Extracted data entries:

....

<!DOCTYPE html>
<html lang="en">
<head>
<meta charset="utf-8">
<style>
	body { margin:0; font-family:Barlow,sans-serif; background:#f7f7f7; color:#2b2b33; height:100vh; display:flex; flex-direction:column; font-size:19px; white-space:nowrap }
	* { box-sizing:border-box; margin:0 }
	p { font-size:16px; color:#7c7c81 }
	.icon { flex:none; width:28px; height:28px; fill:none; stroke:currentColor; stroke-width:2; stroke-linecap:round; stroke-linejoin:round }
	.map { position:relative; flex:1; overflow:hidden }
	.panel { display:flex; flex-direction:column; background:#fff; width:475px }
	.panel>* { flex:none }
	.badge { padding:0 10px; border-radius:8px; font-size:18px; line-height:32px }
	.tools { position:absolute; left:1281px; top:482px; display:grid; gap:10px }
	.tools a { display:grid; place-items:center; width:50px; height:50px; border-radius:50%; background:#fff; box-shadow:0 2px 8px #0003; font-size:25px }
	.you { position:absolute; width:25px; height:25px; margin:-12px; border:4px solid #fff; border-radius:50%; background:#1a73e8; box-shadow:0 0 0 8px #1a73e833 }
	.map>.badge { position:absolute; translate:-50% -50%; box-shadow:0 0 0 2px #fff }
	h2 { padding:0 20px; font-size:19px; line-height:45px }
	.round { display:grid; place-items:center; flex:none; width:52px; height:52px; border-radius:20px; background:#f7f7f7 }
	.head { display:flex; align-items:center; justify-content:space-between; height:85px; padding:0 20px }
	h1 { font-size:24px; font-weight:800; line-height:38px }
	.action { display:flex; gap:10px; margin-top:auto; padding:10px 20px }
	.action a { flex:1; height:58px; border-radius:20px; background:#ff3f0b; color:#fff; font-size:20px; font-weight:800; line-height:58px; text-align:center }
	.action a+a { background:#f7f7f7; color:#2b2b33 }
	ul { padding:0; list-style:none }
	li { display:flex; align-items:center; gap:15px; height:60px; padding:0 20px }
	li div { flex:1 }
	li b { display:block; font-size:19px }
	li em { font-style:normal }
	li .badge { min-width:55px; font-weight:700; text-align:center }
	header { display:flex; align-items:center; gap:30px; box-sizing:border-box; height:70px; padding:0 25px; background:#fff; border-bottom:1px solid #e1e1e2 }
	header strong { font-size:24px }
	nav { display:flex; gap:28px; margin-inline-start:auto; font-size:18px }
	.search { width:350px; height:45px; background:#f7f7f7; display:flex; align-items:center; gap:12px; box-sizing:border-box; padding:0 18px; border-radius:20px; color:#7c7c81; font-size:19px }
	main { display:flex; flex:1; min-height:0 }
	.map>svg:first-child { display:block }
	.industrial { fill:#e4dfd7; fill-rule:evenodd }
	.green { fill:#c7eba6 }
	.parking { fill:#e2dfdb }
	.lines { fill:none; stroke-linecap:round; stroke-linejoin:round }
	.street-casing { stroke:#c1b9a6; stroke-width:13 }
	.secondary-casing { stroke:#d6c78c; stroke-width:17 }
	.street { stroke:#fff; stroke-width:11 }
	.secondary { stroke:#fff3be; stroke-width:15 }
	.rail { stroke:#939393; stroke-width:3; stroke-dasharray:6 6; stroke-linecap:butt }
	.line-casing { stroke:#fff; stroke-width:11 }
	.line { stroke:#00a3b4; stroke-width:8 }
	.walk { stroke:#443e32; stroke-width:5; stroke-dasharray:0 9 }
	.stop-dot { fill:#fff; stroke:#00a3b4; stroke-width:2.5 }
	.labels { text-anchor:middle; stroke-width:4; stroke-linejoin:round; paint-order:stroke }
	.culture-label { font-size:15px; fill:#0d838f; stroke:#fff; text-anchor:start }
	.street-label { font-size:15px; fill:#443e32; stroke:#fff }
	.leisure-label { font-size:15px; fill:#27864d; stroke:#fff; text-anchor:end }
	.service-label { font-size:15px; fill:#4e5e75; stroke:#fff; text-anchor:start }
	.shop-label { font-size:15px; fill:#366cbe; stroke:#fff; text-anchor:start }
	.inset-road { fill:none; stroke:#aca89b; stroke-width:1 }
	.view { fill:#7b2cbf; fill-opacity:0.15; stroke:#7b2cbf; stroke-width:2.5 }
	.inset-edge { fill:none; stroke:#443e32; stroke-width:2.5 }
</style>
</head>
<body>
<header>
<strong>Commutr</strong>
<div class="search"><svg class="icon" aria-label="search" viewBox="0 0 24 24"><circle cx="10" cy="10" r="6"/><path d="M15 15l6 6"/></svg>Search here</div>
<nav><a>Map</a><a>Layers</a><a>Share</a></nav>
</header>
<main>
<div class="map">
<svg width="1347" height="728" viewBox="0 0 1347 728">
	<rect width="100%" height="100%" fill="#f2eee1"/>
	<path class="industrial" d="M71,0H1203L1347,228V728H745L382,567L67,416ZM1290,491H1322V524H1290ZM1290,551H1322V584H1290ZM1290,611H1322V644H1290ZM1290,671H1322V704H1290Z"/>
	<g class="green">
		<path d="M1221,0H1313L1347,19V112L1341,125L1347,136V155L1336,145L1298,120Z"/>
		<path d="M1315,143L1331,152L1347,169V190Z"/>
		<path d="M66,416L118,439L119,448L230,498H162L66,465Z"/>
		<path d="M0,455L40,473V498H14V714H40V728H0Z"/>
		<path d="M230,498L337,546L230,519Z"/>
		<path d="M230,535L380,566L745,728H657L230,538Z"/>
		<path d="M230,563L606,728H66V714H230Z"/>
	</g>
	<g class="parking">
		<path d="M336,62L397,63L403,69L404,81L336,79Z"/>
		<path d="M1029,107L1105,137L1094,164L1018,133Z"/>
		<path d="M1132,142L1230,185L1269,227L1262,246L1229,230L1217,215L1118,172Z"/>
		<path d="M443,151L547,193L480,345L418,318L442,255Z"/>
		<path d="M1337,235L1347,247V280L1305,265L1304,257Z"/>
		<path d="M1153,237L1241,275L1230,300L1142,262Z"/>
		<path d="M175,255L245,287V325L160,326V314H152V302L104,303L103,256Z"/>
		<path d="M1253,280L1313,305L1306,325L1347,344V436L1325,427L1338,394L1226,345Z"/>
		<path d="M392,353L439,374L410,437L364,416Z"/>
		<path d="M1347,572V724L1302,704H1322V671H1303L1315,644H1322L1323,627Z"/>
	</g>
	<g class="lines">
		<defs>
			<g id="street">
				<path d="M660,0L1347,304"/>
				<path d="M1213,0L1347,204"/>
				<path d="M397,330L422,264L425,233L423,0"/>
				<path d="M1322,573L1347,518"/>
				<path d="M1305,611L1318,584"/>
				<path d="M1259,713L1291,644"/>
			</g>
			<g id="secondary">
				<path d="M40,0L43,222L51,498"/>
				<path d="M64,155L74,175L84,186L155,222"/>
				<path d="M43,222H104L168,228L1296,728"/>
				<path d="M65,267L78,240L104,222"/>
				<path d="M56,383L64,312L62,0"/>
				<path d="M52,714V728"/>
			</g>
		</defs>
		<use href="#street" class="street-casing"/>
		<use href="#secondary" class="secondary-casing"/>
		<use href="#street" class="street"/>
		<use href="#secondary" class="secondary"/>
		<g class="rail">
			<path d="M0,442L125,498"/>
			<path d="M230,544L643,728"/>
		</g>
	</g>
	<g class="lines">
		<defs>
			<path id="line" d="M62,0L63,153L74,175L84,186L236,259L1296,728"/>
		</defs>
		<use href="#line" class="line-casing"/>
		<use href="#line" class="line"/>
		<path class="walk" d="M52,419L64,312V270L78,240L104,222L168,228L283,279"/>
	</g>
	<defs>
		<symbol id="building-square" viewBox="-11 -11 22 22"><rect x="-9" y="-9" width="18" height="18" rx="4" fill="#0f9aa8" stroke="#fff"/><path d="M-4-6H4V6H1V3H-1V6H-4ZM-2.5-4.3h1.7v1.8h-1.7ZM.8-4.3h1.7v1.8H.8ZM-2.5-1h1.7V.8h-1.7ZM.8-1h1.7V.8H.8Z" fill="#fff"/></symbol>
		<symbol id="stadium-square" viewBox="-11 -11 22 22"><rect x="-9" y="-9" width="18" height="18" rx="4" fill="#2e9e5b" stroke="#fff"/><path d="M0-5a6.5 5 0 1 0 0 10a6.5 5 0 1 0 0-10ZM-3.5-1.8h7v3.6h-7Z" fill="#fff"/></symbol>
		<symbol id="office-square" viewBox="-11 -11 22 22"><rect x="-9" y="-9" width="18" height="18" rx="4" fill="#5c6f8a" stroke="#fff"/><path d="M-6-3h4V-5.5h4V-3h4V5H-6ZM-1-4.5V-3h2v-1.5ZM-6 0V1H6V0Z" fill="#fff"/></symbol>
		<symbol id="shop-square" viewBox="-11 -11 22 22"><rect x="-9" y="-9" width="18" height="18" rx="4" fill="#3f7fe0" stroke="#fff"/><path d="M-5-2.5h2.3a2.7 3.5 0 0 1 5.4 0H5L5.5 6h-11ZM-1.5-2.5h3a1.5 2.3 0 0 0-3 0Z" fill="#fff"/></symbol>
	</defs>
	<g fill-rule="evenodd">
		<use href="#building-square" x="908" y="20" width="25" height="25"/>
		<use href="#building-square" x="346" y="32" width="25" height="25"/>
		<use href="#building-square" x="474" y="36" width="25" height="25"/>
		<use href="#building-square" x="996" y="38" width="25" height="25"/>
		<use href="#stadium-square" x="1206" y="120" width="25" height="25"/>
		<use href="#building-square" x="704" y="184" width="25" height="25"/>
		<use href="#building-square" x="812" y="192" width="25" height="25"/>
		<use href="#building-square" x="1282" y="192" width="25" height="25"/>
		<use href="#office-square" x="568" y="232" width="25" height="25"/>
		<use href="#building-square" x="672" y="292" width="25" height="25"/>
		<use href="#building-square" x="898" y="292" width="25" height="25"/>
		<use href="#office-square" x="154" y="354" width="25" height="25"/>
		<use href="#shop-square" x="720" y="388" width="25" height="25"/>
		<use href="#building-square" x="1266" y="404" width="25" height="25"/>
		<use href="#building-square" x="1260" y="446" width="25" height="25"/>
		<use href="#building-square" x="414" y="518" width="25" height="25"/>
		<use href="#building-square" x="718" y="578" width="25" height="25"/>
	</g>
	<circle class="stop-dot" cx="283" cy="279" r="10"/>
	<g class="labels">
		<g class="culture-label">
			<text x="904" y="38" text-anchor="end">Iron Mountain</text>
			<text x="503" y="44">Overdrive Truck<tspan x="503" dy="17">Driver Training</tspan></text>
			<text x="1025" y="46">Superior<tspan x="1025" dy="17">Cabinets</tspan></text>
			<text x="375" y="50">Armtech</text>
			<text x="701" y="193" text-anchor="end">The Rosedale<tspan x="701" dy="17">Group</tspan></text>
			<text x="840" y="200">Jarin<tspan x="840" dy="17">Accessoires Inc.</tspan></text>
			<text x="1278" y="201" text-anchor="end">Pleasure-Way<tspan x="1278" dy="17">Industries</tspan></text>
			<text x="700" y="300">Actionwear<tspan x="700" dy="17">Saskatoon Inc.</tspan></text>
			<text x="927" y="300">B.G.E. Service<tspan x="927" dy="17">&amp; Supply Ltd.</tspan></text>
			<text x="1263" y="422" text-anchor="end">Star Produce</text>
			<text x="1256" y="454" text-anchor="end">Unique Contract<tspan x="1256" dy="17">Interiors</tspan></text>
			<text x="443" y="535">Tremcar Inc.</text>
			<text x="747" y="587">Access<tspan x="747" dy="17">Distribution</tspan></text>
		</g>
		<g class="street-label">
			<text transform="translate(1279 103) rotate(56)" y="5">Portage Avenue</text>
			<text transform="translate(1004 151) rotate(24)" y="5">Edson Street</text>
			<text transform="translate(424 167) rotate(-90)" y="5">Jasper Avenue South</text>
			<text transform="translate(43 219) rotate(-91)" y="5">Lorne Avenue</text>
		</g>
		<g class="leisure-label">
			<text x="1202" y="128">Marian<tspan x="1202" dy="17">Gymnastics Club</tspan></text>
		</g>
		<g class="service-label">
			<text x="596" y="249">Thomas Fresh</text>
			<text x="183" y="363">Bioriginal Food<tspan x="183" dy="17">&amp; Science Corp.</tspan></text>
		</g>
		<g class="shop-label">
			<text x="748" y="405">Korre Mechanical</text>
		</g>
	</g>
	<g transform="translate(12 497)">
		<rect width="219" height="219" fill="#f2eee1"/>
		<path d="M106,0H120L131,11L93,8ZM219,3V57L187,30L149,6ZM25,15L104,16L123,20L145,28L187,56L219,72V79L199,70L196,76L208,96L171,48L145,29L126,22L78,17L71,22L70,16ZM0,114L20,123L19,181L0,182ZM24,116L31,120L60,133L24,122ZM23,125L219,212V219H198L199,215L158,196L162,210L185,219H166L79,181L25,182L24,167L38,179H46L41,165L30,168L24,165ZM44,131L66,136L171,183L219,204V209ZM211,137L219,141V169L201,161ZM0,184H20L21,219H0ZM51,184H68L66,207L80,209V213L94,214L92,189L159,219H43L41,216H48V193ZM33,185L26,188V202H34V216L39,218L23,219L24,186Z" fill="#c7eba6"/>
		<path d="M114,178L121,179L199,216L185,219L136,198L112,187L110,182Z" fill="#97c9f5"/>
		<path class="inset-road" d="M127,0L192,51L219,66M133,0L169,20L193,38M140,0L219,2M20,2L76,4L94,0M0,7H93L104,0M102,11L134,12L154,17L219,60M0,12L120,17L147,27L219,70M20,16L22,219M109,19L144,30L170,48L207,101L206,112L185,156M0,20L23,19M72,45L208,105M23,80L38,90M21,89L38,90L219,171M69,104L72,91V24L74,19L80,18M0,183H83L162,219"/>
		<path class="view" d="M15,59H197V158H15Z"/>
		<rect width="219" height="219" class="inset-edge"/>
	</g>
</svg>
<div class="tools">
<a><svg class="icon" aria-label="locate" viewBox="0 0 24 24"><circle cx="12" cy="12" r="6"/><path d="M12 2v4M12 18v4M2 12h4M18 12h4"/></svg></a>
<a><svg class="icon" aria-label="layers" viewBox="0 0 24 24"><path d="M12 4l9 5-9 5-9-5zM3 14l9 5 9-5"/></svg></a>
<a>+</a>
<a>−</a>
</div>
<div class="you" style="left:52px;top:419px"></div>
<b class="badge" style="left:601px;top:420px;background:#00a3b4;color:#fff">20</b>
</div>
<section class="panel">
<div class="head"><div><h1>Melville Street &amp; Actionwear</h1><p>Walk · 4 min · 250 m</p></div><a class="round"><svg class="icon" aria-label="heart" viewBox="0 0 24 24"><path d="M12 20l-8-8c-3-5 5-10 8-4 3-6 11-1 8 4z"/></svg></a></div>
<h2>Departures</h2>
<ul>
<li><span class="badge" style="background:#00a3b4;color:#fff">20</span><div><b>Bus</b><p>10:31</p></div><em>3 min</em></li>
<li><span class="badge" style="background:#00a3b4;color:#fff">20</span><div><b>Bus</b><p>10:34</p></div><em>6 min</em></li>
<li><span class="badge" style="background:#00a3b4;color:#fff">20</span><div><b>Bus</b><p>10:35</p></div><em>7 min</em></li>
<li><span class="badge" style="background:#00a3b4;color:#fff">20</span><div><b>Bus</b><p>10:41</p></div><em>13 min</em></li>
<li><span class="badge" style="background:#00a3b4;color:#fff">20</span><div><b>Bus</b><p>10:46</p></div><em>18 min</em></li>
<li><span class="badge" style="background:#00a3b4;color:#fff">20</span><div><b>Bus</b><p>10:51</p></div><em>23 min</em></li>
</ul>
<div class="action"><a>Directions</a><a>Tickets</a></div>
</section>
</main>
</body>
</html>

....

Output only an exact transcription of the lines above from the one with "position:relative; flex:1; overflow:hidden" up to and including the one with "padding:0 20px; font-size:19px;".

	.map { position:relative; flex:1; overflow:hidden }
	.panel { display:flex; flex-direction:column; background:#fff; width:475px }
	.panel>* { flex:none }
	.badge { padding:0 10px; border-radius:8px; font-size:18px; line-height:32px }
	.tools { position:absolute; left:1281px; top:482px; display:grid; gap:10px }
	.tools a { display:grid; place-items:center; width:50px; height:50px; border-radius:50%; background:#fff; box-shadow:0 2px 8px #0003; font-size:25px }
	.you { position:absolute; width:25px; height:25px; margin:-12px; border:4px solid #fff; border-radius:50%; background:#1a73e8; box-shadow:0 0 0 8px #1a73e833 }
	.map>.badge { position:absolute; translate:-50% -50%; box-shadow:0 0 0 2px #fff }
	h2 { padding:0 20px; font-size:19px; line-height:45px }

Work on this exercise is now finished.